Saturday, 26 April 2008

Monster Hunting

Monster Hunting
The whole social tourism aspect of cryptozoology has a parallel in the ghost-hunting world. You also get the people who buy all the technology and get into it for a while, or go out on a lark to a graveyard. There is probably even some crossover. I know I have been interested in Bigfoot, UFOs, and ghosts since I was a kid.
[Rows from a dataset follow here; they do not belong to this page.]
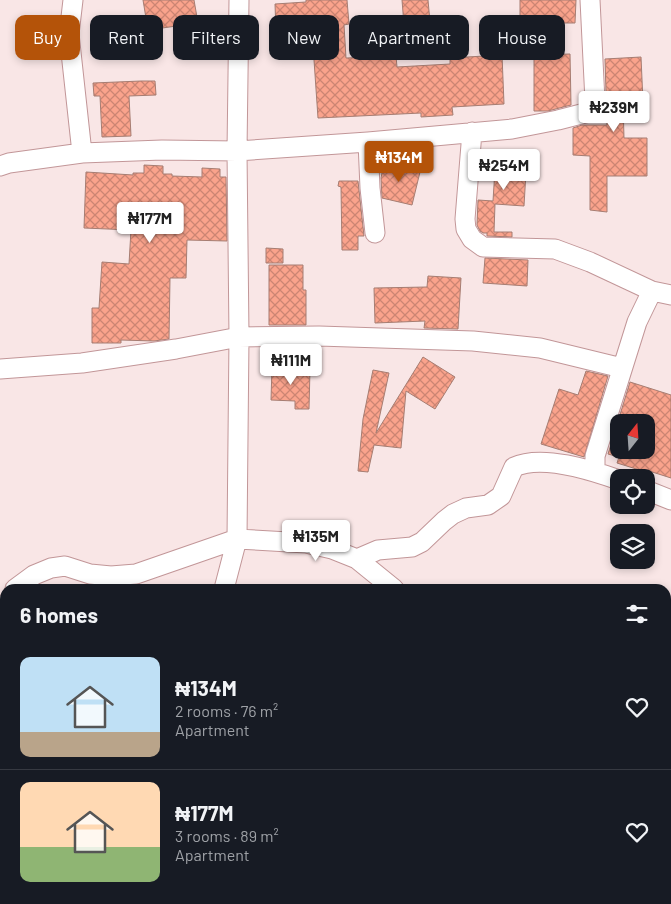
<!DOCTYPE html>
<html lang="en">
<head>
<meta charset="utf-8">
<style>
	:root { --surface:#171b24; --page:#242831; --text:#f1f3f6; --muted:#9ea1a6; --line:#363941; --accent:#b45309 }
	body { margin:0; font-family:Barlow,sans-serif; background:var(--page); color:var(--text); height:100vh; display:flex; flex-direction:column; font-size:19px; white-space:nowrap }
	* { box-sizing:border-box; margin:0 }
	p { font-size:16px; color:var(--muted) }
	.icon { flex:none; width:28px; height:28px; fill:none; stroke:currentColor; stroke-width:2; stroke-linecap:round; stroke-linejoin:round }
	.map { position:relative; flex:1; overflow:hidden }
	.panel { position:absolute; left:0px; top:584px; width:671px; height:321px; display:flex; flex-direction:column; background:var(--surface); border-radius:15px 15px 0 0; box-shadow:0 2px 8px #0003 }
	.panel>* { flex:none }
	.hud { position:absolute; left:15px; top:15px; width:641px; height:45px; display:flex; gap:10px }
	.needle { width:32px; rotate:17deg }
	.fabs { position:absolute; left:610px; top:414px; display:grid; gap:10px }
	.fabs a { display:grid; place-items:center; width:45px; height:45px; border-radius:10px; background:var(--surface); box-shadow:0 2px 8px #0003; font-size:25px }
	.price { position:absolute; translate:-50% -42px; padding:0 11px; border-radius:5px; background:#fff; color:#222; font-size:16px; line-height:32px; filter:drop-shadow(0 1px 2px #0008) }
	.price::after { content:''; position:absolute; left:50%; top:30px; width:15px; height:11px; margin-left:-8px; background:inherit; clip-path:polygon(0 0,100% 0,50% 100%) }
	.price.on { background:var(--accent); color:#fff }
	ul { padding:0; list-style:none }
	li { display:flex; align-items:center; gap:15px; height:125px; padding:0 20px }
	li+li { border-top:1px solid var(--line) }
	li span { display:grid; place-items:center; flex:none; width:140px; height:100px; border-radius:10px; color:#555 }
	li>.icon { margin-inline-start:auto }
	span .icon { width:60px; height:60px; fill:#fffc; stroke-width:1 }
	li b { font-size:21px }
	h2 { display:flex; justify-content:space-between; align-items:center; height:60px; padding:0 20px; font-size:21px }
	.pill { padding:0 18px; border-radius:10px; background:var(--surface); box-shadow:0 2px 8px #0003; font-size:18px; line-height:45px }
	.pill.on { background:var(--accent); color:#fff }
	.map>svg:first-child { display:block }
</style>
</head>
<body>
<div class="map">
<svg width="671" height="904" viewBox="0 0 671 904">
	<defs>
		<pattern id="building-cross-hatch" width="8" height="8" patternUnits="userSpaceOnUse" patternTransform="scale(1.25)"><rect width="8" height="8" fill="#faa38c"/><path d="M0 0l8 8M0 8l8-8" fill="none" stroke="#cc8573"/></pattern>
	</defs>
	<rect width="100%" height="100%" fill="#f9e6e6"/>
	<path fill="url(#building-cross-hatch)" stroke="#a67d72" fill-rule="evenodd" d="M143 0H194L198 23 148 30Z
		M306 0H347L349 24 344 25 346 58 396 56 397 67 450 64V58L502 55 504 104 452 107 453 115 421 117V113L318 118 312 31 276 32 275 4 306 2Z
		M402 0H428L430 22 404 25Z
		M520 0H576L575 23H520Z
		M570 54 571 105 548 111H534V55Z
		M641 57 643 102 623 103 624 138H647V176H607V212L590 210V156L573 155V128L582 125H607L605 59Z
		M141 81H155L156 95 129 96 131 136 102 137 100 96H94L93 83Z
		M496 153 527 155 524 206 495 204 494 232H512V237L487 236V233H483L480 231 477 225 478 200 493 201Z
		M384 163 394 166 395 163 412 167V170L420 172 412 205 382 198 381 178Z
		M144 165 163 166V174H172V176L202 177V168L220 169V177H226L227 241 187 240 186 278H170L169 339 154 341 121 340V343H92V308H99L102 262 129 264 131 230 84 228 86 172 133 175V173H144Z
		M339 181H358L364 236H358V250H342L341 187 338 186Z
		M266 248 283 249V263H266Z
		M485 258 528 260 527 286 483 283Z
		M269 265H303V290H306V325H269Z
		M428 276 461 278 458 329 424 328 425 321 375 323 374 288 427 287Z
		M423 357 455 377 435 409 406 391 401 448 374 445 368 472 358 471 363 419 373 370 389 373 376 433Z
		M272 367 310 369 309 409H295V401L271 400Z
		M586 371 608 376 584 457 541 444 559 389 578 395Z
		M630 382 671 395V478L646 470V472L617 463 619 457 608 454ZM619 422H646V450H619Z"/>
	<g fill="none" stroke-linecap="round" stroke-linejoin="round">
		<defs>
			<path id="minor" d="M73 0 69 34 82 153
				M472 132 465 219 466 229 472 239 483 247 555 249 590 262 652 291
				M368 142 370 188 375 233
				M0 166 9 163 82 153 162 150 237 151 368 142 512 129 558 120 589 112 593 108 595 101 590 0
				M0 369 82 363 176 349 239 337 319 336 473 341 540 348 622 368
				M595 471V456L637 322 652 291 671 295
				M646 490 671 500
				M357 559 378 550 412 547 422 542 444 521 453 514 466 508 488 505 501 496 514 467C542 454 591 470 619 480
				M15 589 34 575 51 568 65 566 90 574 111 576 136 574 237 539 306 543 332 549 357 559 394 589
				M224 589 237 539 239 337 237 151 239 0
				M0 611 5 604
				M666 727 671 730
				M666 756 671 750
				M0 889 5 892
				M22 900 30 904
				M505 900 510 904
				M572 904 575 900"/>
		</defs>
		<use href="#minor" stroke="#c29698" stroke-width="21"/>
		<use href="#minor" stroke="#fff" stroke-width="19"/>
	</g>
</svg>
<div class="fabs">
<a><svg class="needle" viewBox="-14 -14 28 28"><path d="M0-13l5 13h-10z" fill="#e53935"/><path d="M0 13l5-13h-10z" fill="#9ea1a6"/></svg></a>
<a><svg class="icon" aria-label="locate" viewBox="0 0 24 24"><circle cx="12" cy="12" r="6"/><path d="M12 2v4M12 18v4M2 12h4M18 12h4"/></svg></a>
<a><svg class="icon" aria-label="layers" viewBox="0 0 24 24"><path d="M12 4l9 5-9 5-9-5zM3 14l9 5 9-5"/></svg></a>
</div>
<b class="price" style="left:614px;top:133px">₦239M</b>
<b class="price on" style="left:399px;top:183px">₦134M</b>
<b class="price" style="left:504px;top:191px">₦254M</b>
<b class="price" style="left:150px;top:244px">₦177M</b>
<b class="price" style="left:291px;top:386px">₦111M</b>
<b class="price" style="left:316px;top:562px">₦135M</b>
<div class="hud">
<a class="pill on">Buy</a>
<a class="pill">Rent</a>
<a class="pill">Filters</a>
<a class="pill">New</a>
<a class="pill">Apartment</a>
<a class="pill">House</a>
</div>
<section class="panel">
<h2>6 homes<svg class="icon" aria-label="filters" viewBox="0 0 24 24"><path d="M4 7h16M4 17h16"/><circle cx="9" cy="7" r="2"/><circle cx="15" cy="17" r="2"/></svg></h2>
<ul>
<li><span style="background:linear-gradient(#bfe0f5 75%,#b9a48a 0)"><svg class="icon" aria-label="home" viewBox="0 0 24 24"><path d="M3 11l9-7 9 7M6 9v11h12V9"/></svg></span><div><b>₦134M</b><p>2 rooms · 76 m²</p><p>Apartment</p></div><svg class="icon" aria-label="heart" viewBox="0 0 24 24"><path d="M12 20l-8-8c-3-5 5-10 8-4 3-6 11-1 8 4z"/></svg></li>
<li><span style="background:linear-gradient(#ffd9b3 65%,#8fb573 0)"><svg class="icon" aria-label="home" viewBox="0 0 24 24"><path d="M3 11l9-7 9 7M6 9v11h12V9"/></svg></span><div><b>₦177M</b><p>3 rooms · 89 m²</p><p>Apartment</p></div><svg class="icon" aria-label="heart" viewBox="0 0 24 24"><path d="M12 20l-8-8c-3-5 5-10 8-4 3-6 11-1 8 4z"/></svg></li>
</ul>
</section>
</div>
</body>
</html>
My own beliefs have evolved with my worldviews. When I was a kid, I believed in all of it (my "Legend of Boggy Creek" period). Then when I was a teen and into my young adulthood, I learned more from my Native American views of Bigfoot as a spirit, on the one hand, and the Fortean-Keelian world on the other. Clark's "Goblin Universe" and Loren Coleman's books that not only included Bigfoot but also Clowns, Gassers, MIB, etc. When I went to University and majored in Anthropology in my twenties, I had a physical anthropology teacher Charlene Smith in the 1980s who believed in the strong possibility of the biological reality of Bigfoot, and I also heard stories from other Native students, and then through cultural anthropology learned more about folklore and phenomenology.

Finally, I came across the shunka warak'in info in my graduate work, and then the mounted "ringdocus" mystery began. Loren Coleman and I corresponded (I was thrilled to be emailing with the guy who wrote all those books I read), and my info was included in Coleman's Cryptozoology book. The internet took off back around then (mid-90s) and soon I found mentions of the shunka warak'in all over the Internet. It had become part of the ouevre of cryptozoology. Soon it was conflated with all kinds of other reports. Culture and urban legends in the making.

At last the mount resurfaced in the museum in Ennis and I got a look at it. From my time in natural history museums, in the woods, owning dogs and coyotes (my uncle had 2 coyotes) and being around wolves in zoos, I knew this animal as something different. Alas, they refused to let me take a tuft of hair for DNA analysis.

Due to all these different experiences and paradigm shifts, I realized that cryptozoology has multiple meanings for many people. And I still enjoy the hell out of it all!